The Channel Islands, often called the Galapagos of North America, lie just off the coast of southern California. Large groups of California Sea Lions and Elephant Seals breed and raise young on these eight isolated islands. A rich abundance of food in conjunction with a lack of mainland predators make the islands an ideal location for these aquatic mammals. In this region, interactions between sea lions and Scuba divers are not uncommon.
Attracted by the glow of our bright dive lights, four sea lions gathered near us and played like dogs. They swam between our legs, opened and closed their mouths as we removed our regulators and did the same, and rolled over in mirroring fashion. The sea lions, far more at home in this aquatic environment than us land walkers, appeared and disappeared with ease in and out of the inky black edges that our torches created.
As the dive came to an end and we completed our safety stop, the sea lions quickly disappeared, as if they knew play time was over. However, as quickly as they disappeared, they reappeared with an encore performance to be remembered. The sea lions darted around us like torpedoes with air bubble trails tracing their tracks. The sea lions were obviously chasing something, but we were unaware of what it could be.
Like ascending through a bubble curtain, I hit the surface of the water, and “WHACK!”. As I shook off the cobwebs from the sharp blow to the face, and made the “I’m Okay” signal to the boat, I caught a glimpse of what had hit me so hard.
An unusual looking fish lay on the surface in front of me convulsing from the shock of having hit my rather large head.
While we had played with the sea lions, a school of flying fish must have been attracted to our dive lights. This was an unfortunate turn of events for the flying fish, because it is a well known fact that sea lions love to eat flying fish.
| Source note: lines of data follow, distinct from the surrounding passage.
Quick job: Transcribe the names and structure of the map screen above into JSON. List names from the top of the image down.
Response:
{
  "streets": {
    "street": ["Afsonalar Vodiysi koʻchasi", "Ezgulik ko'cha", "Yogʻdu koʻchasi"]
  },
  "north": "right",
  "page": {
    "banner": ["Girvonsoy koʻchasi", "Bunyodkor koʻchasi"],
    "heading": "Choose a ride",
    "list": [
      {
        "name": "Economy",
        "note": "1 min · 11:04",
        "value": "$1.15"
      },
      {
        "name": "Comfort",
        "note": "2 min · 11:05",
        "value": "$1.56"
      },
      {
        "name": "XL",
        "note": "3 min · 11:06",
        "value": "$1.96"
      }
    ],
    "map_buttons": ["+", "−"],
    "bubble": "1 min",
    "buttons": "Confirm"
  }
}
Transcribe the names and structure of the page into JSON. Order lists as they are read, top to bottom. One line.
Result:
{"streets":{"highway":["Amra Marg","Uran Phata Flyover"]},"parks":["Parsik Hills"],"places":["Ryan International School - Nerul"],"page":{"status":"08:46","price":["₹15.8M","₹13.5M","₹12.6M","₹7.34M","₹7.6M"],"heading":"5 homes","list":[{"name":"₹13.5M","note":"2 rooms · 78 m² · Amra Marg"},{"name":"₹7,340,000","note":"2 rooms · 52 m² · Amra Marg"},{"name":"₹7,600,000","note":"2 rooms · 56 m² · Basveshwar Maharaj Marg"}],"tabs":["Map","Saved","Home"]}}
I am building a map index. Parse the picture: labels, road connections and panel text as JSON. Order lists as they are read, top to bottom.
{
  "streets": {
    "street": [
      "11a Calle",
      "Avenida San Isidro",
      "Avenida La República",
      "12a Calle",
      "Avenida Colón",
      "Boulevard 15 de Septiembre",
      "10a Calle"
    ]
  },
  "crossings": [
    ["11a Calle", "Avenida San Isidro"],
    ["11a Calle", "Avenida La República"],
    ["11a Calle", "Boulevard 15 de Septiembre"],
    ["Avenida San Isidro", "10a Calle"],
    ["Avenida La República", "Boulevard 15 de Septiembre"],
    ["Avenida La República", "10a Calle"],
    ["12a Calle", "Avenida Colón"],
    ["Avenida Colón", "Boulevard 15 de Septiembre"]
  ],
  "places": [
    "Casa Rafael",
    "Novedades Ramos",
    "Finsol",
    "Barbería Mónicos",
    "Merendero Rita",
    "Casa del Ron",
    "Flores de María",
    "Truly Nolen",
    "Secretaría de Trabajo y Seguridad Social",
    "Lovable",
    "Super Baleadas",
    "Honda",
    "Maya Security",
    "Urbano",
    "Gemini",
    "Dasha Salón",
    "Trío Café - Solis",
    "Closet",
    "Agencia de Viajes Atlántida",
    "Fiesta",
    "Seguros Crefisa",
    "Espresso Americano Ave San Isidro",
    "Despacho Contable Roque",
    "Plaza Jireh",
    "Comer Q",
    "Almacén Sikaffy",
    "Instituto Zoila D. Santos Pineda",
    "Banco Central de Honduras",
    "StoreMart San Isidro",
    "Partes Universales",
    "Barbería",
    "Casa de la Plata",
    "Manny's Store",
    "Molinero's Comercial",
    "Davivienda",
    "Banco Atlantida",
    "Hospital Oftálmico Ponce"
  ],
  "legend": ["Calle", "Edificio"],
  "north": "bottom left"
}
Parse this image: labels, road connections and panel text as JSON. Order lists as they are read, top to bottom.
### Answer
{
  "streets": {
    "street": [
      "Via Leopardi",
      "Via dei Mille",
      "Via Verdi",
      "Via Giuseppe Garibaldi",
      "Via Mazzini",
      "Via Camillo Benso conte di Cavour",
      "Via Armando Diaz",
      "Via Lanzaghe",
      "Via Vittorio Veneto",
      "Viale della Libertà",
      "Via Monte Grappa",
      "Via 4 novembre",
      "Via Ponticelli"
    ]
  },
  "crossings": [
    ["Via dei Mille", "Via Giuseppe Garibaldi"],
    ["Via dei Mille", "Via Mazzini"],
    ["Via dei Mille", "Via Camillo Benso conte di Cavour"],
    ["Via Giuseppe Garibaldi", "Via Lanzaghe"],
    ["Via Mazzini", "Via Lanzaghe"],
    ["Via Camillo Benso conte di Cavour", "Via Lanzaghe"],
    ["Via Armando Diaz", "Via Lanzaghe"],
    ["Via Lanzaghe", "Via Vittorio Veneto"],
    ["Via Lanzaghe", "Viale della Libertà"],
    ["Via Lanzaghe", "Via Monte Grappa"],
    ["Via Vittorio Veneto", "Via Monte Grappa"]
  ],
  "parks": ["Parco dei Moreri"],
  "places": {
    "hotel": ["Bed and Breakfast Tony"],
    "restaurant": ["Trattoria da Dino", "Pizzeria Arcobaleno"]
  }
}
To avoid predation from predators that lie below, flying fish have a uniquely adapted ability to reach incredible velocities under water (up to 37 miles per hour), then leap out of water and “fly” in the air. The two pectoral fins on either side of their bodies act as wings, and the caudal, or tail fin, acts as a rudder, helping to steer and propel the fish. One such flight, or glide, was recorded at over 1, 300 feet…a quarter of a mile!
My glimpse of the flying fish was short lived. Just as a dog taking a treat, one of the four sea lions snatched the fish from in front of me, using the fish’s unfortunate collision with my head to its own advantage.
Next time you are out on the ocean, keep an eye on the water as your boat breaks through the chop. Flying Fish are common around the globe in central latitudes, and will take to the air if they feel threatened by the hull of your boat. Just be sure they don’t hit you in the face.